This lesson is in the early stages of development (Alpha version)

GPUs with HemeLB

Overview

Teaching: 15 min
Exercises: 15 min
Questions
  • Why do we need GPUs?

  • What is CUDA programming?

  • How is GPU code profiled?

  • How do I use the HemeLB library on a GPU?

  • What is the performance like?

  • What is a 1-to-1, 2-to-1 relationship in GPU programming

Objectives
  • Understand and implement basic concepts of GPUs and CUDA

  • Implement HemeLB using a GPU

Why do we need GPUs?

A Graphics Processing Unit (GPU) is a type of specialised processor originally designed to accelerate graphics rendering, this includes video games. GPUs can have thousands of cores, which can perform tasks simultaneously, which at the time was very helpful for creating pixels on a screen for gaming purposes.

Imagine you were playing a game using a CPU, which only has a handful of cores, compared to a GPU, which has thousands, you can get an idea why a GPU is more fit for purpose in that way. However, it was gradually realised that a GPU can also be used to accelerate other types of calculations as well, involving massive amounts of data, due to the way that it is designed to operate.

Top level GPUs nowadays, such as the NVIDIA A100 GPU has 6912 CUDA cores and 432 Tensor cores. A CUDA core is the NVIDIA version of a CPU core, and which can run CUDA code. A Tensor core is a more advanced core which is fundamental to AI and deep learning workflows, using such libraries as (TensorFlow)[https://www.tensorflow.org/]. We will not discuss any further differences between these two now, but what you need to remember and understand is that a GPU has much more processing power than a CPU to complete a given task.

If you need to perform a task on massive amounts of data, then the same analysis (calculations - set of code) will be executed on/for each one of the elements/data that we have.
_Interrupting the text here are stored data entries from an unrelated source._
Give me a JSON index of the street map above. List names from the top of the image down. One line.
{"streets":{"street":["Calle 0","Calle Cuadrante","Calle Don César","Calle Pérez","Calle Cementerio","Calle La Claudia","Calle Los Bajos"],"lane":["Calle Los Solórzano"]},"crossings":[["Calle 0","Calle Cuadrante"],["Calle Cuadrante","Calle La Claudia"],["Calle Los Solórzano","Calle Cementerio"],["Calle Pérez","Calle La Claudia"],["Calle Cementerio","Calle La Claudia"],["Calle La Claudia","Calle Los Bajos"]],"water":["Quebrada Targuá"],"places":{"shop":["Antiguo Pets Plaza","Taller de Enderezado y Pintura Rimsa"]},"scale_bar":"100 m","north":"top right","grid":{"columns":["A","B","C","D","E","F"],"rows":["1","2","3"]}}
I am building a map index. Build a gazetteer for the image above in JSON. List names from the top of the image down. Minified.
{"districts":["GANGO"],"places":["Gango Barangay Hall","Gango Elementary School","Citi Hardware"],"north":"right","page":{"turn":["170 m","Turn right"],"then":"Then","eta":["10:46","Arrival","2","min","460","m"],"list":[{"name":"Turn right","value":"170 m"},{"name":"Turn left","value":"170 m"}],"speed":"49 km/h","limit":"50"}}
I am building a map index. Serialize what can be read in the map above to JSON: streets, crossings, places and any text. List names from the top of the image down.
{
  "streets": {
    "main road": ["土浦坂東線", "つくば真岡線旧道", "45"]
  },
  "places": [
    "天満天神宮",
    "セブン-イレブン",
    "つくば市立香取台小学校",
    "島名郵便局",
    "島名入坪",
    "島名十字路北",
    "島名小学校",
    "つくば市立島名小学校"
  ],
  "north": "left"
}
A CPU would have to go through each one of the elements in a serial manner, i.e. perform the analysis on the first element, once finished move to the next one and so on and so forth, until it manages to process everything. A GPU on the other hand, will do this in parallel (large scale parallelism), depending on how may cores it has. The same mathematical function will run over and over again but at a large scale, offering significant speed-up to the calculations.

A nice demonstration of the above was given by the MythBusters at an NVIDIA conference in 2008. Although it is a big oversimplication of the internal processes and communications between a CPU and a GPU, it gives an ideal as to why GPUs are regarded so highly.

Hence, in scientific computing, with GPUs we can achieve massive acceleration of our calculations. That is why GPUs are becoming commonplace on high-end HPC machines, with a number of GPUs installed on each node.

The schematic Figure from NVIDIA documentation shows an example distribution of chip resources for a CPU versus a GPU.

It is worth noting however that even though GPUs have more cores than a CPU, and can technically do things much quicker, their main disadvantage is their low memory, and this limits them to doing small, albeit vast amounts of smaller calculations at once. So you would not want to have a GPU running a long and complex calculation on a single core, as it will likely run out of memory and waste using a GPU in the first place, therefore a CPU is more practical.

CPUs vs GPUs

Look at the table below on the main differences between CPUs and GPUs. Some of these values are true and some are false. Spend a few minutes sorting through them to match the answer to the correct column.

CPU GPU
Central Processing Unit Graphics Processing Unit
Many cores Several cores
Low latency High throughput
Good for parallel processing Good for serial processing
Handful of operations at once Thousands of operations at once
Consumes/needs more memory Requires less memory
Lower speed Higher speed
Weak cores Powerful cores
Complements main brain to perform calculations Considered as main ‘brain’ of computer
Explicit management of threads Threads managed by hardware
Data Parallelism Task Parallelism
Few highly optimised instructions Diverse instruction sets

Solution

CPU GPU
Central Processing Unit Graphics Processing Unit
Several cores Many cores
Low latency High throughput
Good for serial processing Good for parallel processing
Handful of operations at once Thousands of operations at once
Consumes/needs more memory Requires less memory
Lower speed Higher speed
Powerful cores Weak cores
Considered as main ‘brain’ of computer Complements main brain to perform calculations
Explicit management of threads Threads managed by hardware
Task Parallelism Data Parallelism
Diverse instruction sets Few highly optimised instructions

CUDA Programming Basics

The most important concept to have in mind when it comes to CUDA and GPU programming, is that the compute intensive parts of a code can be ported onto the GPU (device) for the calculations to take place for a fraction of the time it would take to complete on a CPU. Following that, the results are then returned back to the CPU (host). Hence, the developer needs to implement what are known as GPU CUDA kernels, which are the functions for doing the calculations on the GPU, but also arrange:

With the above in mind, a typical workflow for a CUDA C++ program is:

  1. Declare and allocate host (CPU) and device (GPU) memory.
  2. Initialize host (CPU) data.
  3. Transfer data from the host (CPU) to the device (GPU).
  4. Execute one or more CUDA kernels (the computations to be performed on the GPU).
  5. Transfer results from the device (GPU) back to the host (CPU).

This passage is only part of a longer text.